— REQUIRED ACTION —
Every line in the entries that holds "compass" should be identified and copied.

— INPUT DATA —
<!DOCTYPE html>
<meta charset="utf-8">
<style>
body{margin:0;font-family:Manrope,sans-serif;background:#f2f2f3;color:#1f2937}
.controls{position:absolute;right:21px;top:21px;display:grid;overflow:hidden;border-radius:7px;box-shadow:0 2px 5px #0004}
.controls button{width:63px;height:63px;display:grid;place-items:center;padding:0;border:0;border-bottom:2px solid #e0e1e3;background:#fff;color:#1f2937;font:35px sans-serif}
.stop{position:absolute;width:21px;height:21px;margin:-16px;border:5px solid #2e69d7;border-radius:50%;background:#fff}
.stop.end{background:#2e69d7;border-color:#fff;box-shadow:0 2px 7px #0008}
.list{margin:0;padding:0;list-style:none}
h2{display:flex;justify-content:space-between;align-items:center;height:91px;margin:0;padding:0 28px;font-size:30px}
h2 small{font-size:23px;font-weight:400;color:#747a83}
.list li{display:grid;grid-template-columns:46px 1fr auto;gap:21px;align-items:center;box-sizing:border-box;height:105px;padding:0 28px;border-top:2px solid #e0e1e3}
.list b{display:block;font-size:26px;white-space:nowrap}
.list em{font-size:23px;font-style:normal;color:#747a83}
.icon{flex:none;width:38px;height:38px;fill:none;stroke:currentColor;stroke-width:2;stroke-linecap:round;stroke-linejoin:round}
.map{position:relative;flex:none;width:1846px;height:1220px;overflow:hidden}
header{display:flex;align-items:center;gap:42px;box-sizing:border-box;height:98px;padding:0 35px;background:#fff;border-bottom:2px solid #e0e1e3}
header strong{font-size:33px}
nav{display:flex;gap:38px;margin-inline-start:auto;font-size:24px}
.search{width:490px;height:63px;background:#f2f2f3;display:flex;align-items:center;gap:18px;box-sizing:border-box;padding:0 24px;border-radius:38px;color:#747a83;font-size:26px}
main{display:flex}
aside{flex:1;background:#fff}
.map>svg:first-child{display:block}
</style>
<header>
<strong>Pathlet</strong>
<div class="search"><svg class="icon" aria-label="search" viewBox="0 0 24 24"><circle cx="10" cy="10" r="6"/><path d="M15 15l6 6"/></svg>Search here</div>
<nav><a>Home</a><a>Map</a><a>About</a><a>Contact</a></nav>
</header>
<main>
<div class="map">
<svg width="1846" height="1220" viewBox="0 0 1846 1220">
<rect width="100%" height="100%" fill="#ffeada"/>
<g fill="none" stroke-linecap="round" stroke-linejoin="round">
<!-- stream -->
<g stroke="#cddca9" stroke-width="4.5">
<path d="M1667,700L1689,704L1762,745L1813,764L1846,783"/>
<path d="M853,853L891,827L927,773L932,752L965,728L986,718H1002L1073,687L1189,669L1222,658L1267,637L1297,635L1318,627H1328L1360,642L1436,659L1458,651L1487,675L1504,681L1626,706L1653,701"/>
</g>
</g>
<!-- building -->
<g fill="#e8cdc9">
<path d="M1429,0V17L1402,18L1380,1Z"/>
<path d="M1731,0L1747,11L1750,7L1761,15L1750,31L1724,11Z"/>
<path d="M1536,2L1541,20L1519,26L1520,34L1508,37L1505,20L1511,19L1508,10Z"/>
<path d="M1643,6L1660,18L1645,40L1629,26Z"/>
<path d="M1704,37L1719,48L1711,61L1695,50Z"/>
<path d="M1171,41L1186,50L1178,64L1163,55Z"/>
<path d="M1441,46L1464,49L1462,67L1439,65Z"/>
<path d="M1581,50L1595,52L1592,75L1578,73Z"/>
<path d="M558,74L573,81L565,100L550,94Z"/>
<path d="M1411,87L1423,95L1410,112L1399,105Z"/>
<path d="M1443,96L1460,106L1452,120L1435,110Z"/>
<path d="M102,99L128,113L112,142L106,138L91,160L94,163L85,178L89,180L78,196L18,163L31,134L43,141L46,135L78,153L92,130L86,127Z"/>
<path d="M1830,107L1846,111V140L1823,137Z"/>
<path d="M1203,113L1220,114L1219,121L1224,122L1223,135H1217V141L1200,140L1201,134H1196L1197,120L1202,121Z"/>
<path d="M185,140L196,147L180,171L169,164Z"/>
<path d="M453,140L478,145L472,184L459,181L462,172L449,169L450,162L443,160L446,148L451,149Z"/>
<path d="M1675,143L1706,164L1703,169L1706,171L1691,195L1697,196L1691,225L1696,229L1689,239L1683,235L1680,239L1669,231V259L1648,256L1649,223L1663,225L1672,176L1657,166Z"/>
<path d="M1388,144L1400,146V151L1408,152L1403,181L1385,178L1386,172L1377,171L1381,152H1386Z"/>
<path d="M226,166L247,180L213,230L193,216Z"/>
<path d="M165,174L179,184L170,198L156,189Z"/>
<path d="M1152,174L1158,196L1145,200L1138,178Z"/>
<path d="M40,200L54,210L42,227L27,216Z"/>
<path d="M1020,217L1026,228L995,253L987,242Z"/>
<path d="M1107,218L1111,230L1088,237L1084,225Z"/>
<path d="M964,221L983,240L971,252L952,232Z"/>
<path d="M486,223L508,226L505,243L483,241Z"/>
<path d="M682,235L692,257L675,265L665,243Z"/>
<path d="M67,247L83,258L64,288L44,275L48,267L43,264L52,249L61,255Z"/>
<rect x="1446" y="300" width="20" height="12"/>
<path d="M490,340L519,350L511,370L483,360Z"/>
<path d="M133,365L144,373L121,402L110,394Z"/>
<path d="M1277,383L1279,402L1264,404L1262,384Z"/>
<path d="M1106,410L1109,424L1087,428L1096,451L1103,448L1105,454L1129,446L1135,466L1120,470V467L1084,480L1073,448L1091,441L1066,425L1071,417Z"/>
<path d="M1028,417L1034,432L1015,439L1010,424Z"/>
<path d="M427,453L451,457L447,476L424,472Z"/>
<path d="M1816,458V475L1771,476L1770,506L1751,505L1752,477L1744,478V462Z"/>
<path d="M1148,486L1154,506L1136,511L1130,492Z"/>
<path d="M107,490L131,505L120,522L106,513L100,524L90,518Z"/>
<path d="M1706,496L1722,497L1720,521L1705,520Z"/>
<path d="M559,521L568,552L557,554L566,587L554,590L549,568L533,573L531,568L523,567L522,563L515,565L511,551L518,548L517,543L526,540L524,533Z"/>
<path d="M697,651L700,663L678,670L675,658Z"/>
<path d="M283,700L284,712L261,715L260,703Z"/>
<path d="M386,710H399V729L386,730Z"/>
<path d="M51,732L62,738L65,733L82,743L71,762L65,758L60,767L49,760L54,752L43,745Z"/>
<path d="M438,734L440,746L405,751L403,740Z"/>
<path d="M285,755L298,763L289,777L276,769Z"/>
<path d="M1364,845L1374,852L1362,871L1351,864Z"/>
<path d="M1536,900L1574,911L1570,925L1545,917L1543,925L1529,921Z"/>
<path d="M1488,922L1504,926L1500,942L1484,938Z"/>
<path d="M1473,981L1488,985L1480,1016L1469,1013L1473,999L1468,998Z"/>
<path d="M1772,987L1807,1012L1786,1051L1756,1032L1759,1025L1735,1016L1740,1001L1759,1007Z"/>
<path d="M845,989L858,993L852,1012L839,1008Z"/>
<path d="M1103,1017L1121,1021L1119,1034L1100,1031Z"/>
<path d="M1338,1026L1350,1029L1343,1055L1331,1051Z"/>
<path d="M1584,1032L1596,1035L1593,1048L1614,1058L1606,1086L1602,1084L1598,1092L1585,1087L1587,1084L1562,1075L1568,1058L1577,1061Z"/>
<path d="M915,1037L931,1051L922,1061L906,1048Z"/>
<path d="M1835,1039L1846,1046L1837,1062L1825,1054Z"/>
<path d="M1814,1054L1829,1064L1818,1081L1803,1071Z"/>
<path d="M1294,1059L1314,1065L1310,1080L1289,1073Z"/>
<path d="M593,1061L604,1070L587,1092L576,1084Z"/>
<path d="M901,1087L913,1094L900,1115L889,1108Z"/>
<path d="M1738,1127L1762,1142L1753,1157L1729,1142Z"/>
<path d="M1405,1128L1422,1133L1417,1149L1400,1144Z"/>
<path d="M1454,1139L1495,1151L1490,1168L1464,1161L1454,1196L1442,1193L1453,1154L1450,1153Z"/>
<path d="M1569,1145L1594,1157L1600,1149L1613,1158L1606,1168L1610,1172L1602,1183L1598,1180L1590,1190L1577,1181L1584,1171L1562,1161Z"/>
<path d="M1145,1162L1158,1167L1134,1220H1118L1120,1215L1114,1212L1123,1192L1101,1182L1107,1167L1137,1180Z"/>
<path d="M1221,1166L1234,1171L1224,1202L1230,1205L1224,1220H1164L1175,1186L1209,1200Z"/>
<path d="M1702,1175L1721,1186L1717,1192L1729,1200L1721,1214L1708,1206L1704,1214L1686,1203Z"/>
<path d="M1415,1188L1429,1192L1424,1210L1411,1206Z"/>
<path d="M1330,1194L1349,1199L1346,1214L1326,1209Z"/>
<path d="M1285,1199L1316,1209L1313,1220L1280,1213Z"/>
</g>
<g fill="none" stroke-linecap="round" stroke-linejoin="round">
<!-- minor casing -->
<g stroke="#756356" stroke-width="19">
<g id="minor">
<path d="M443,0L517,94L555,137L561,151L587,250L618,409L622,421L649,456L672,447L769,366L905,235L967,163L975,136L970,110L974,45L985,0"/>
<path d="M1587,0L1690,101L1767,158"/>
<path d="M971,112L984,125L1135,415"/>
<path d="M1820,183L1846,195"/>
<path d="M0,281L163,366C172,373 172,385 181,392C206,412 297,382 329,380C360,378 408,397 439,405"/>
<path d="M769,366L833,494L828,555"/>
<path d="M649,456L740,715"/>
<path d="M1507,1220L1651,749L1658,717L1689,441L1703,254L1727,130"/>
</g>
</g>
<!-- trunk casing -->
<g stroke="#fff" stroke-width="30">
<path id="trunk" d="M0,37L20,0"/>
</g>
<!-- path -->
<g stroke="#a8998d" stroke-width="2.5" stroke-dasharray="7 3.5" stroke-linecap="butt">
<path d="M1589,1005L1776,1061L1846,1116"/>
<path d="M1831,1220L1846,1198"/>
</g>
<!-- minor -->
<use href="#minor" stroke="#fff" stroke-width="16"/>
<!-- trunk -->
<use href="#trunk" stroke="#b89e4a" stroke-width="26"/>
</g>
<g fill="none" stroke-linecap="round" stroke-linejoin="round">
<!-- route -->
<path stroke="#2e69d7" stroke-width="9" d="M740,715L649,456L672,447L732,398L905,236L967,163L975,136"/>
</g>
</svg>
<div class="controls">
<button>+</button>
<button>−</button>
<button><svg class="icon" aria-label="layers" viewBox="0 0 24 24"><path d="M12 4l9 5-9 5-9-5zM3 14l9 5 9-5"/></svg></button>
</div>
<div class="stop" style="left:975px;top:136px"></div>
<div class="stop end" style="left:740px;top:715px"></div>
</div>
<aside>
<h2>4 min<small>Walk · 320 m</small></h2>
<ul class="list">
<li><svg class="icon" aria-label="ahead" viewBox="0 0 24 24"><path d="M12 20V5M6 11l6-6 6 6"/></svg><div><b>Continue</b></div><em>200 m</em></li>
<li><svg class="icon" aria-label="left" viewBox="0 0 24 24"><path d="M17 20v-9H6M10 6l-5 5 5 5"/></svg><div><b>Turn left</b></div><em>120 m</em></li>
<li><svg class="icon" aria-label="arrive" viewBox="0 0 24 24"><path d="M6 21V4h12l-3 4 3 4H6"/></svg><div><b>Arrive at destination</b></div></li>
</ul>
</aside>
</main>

==

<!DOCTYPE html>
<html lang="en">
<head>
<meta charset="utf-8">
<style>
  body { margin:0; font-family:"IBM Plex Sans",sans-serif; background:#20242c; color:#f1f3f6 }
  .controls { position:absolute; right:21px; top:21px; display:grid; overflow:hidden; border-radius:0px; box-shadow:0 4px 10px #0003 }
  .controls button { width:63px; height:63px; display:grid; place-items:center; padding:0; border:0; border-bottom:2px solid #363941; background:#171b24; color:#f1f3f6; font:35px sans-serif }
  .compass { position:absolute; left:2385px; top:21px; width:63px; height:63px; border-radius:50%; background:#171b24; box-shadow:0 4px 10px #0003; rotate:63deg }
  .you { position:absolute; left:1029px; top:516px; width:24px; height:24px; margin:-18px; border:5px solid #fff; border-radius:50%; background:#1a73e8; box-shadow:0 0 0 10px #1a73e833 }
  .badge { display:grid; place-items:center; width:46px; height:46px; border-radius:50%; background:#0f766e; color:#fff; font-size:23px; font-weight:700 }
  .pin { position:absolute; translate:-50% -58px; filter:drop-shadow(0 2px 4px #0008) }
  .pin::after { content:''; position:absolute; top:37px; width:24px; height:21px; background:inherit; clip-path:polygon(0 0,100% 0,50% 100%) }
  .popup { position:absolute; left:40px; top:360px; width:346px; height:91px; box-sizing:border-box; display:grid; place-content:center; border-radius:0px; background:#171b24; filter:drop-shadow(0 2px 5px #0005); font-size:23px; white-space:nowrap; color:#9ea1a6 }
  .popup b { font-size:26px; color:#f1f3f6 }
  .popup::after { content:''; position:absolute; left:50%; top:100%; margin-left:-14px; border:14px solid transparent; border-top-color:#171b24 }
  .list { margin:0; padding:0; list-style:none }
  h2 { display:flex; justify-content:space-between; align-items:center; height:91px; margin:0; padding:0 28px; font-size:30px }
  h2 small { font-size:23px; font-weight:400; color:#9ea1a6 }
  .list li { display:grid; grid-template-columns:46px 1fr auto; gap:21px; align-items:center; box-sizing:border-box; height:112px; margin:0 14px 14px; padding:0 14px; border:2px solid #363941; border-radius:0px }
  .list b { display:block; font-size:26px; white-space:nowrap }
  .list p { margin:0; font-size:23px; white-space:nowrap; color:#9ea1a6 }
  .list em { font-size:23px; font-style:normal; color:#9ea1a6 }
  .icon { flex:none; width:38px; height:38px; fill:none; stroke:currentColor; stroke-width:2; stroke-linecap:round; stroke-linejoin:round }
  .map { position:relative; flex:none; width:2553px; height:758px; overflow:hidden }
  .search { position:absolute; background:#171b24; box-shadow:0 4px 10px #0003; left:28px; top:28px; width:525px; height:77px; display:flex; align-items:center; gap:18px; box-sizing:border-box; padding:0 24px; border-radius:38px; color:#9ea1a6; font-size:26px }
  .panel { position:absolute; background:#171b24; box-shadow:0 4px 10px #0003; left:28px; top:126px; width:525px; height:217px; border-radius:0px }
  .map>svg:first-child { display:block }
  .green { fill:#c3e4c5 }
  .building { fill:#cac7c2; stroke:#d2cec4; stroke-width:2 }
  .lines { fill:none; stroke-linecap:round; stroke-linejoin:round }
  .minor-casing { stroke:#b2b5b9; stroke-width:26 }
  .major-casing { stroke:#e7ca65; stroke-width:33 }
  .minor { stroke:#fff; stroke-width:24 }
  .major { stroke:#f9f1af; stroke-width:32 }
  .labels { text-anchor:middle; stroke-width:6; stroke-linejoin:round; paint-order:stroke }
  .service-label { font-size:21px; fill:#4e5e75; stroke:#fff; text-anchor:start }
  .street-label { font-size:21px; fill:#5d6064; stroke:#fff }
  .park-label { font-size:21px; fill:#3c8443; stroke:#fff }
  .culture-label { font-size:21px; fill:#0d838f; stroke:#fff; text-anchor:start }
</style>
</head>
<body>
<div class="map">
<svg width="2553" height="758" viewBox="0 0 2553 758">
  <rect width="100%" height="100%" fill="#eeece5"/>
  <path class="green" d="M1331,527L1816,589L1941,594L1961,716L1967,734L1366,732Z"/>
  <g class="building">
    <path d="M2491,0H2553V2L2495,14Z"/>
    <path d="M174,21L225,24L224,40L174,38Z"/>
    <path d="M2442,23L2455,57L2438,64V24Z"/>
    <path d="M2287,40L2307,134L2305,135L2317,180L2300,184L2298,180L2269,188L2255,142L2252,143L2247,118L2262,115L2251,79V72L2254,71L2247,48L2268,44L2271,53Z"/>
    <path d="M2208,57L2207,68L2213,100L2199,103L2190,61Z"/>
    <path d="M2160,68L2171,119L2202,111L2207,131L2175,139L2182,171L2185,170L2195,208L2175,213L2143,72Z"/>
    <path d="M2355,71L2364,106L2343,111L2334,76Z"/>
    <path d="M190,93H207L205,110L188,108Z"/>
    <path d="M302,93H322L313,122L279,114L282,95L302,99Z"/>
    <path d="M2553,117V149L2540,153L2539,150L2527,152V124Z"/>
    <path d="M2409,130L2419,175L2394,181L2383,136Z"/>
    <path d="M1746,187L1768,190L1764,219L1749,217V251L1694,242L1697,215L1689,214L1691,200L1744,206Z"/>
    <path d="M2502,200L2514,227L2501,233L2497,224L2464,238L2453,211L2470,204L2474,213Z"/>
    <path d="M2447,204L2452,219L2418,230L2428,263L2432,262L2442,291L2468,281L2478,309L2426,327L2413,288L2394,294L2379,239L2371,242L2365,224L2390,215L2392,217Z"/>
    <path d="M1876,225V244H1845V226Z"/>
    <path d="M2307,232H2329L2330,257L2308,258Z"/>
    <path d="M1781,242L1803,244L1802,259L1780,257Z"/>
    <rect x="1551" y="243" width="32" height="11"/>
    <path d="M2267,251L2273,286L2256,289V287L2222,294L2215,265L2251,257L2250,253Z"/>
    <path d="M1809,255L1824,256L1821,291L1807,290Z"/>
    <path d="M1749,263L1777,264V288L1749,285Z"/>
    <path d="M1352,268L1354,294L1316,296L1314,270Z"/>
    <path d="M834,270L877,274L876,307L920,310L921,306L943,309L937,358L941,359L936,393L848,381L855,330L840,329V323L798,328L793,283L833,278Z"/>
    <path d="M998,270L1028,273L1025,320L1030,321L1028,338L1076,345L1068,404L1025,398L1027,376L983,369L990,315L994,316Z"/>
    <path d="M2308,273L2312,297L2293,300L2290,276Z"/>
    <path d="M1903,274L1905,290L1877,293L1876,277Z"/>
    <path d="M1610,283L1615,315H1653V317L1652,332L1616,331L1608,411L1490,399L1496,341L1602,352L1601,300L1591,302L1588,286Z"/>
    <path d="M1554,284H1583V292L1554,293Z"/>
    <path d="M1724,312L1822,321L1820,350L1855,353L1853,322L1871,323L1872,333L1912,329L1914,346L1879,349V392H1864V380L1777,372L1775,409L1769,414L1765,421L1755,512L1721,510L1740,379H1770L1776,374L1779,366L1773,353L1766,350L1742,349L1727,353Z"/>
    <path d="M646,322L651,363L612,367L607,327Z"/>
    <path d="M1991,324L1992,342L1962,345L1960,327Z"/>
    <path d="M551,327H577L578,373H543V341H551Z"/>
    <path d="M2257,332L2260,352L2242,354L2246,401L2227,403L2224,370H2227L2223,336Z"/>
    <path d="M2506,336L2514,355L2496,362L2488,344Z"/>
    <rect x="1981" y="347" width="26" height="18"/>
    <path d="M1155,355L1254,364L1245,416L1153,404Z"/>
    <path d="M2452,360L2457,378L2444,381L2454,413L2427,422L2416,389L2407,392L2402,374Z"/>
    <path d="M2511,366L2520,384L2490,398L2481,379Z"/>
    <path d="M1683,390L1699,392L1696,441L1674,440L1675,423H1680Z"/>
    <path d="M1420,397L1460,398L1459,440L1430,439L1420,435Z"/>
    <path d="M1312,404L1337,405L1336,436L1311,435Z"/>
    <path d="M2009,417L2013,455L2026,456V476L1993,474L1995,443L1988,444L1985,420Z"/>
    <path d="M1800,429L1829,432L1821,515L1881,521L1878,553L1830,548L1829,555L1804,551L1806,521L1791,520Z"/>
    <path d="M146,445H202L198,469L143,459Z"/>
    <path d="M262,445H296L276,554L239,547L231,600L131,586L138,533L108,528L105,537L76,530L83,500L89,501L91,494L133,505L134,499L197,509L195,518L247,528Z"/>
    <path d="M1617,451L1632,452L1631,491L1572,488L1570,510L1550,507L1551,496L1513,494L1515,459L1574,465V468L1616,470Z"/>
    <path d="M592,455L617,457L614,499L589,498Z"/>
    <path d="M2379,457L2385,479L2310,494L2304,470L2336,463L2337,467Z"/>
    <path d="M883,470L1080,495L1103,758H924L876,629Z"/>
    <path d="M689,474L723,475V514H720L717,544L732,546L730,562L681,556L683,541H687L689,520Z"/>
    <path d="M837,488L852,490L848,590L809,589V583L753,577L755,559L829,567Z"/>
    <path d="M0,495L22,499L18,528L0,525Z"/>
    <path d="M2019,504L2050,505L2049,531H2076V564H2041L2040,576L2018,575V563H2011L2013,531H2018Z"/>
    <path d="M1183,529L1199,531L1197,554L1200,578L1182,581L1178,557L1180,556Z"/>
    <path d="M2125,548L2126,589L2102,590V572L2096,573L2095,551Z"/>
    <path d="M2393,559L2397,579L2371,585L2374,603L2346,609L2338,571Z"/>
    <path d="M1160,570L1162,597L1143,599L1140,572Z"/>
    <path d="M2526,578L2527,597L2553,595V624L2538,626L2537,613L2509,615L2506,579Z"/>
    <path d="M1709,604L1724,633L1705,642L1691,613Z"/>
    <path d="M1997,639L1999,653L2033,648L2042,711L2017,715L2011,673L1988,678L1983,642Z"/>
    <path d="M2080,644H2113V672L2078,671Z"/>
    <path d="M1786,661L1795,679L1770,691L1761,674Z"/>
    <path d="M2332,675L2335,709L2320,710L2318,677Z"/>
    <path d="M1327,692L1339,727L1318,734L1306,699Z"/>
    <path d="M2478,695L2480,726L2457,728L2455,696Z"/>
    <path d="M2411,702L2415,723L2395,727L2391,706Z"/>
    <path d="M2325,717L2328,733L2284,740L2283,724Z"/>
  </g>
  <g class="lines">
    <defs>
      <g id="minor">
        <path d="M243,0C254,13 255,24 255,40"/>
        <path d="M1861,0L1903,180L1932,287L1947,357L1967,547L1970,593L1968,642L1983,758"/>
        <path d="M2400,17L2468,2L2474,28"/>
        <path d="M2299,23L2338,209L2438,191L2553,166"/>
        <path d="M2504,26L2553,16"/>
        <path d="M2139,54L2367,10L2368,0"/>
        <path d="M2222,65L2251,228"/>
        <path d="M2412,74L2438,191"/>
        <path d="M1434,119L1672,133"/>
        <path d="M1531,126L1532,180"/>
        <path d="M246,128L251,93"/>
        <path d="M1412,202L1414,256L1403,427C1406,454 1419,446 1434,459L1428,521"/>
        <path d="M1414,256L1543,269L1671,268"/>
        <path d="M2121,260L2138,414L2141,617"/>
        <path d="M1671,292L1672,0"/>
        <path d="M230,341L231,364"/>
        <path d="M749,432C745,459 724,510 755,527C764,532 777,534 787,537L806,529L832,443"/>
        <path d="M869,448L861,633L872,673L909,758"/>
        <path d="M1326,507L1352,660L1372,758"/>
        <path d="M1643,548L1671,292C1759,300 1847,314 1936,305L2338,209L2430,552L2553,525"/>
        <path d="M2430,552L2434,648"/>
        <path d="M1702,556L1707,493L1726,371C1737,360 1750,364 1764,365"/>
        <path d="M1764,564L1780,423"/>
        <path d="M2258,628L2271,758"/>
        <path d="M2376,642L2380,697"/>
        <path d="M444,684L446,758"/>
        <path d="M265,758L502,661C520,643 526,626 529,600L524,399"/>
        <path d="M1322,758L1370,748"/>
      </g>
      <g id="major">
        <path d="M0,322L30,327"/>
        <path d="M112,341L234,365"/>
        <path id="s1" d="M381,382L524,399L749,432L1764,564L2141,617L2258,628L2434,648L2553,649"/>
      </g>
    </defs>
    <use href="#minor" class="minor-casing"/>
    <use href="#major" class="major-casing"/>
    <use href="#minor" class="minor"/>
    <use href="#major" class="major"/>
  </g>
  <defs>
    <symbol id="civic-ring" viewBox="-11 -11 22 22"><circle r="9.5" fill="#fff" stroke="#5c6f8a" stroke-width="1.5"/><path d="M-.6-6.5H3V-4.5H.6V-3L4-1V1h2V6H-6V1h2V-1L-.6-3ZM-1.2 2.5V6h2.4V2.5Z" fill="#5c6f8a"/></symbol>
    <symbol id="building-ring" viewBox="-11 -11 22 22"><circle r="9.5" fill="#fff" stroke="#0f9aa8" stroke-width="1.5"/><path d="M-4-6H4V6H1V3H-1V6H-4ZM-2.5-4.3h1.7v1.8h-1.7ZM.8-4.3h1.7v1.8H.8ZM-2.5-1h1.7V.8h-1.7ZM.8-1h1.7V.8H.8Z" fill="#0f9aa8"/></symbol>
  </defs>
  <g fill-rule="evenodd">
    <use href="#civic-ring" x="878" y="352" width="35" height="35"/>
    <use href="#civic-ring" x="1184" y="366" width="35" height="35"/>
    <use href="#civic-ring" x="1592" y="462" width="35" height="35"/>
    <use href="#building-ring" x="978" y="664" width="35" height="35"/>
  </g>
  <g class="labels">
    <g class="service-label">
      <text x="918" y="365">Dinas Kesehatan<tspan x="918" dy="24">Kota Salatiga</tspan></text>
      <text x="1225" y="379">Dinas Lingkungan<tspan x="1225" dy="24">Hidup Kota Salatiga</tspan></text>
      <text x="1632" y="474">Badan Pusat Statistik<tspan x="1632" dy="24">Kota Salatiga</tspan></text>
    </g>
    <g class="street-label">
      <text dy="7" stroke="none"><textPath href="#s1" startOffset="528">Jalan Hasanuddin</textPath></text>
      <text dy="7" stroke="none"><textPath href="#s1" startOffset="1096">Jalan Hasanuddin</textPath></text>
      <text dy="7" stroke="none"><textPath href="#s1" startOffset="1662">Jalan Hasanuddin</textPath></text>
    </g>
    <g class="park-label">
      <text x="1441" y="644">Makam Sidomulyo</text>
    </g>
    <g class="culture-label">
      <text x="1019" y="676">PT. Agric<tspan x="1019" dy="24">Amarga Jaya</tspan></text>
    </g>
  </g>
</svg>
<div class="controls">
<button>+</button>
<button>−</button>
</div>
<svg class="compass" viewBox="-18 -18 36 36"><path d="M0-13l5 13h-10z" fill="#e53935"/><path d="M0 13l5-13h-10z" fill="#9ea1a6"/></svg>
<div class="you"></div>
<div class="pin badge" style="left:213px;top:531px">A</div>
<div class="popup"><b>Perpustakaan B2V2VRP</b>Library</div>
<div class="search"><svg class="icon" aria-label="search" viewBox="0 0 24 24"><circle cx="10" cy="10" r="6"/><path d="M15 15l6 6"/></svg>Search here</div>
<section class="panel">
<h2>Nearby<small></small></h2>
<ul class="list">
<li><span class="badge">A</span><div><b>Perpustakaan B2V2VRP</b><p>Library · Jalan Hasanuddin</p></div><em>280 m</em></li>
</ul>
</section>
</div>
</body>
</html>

— YOUR RESPONSE —
  .compass { position:absolute; left:2385px; top:21px; width:63px; height:63px; border-radius:50%; background:#171b24; box-shadow:0 4px 10px #0003; rotate:63deg }
<svg class="compass" viewBox="-18 -18 36 36"><path d="M0-13l5 13h-10z" fill="#e53935"/><path d="M0 13l5-13h-10z" fill="#9ea1a6"/></svg>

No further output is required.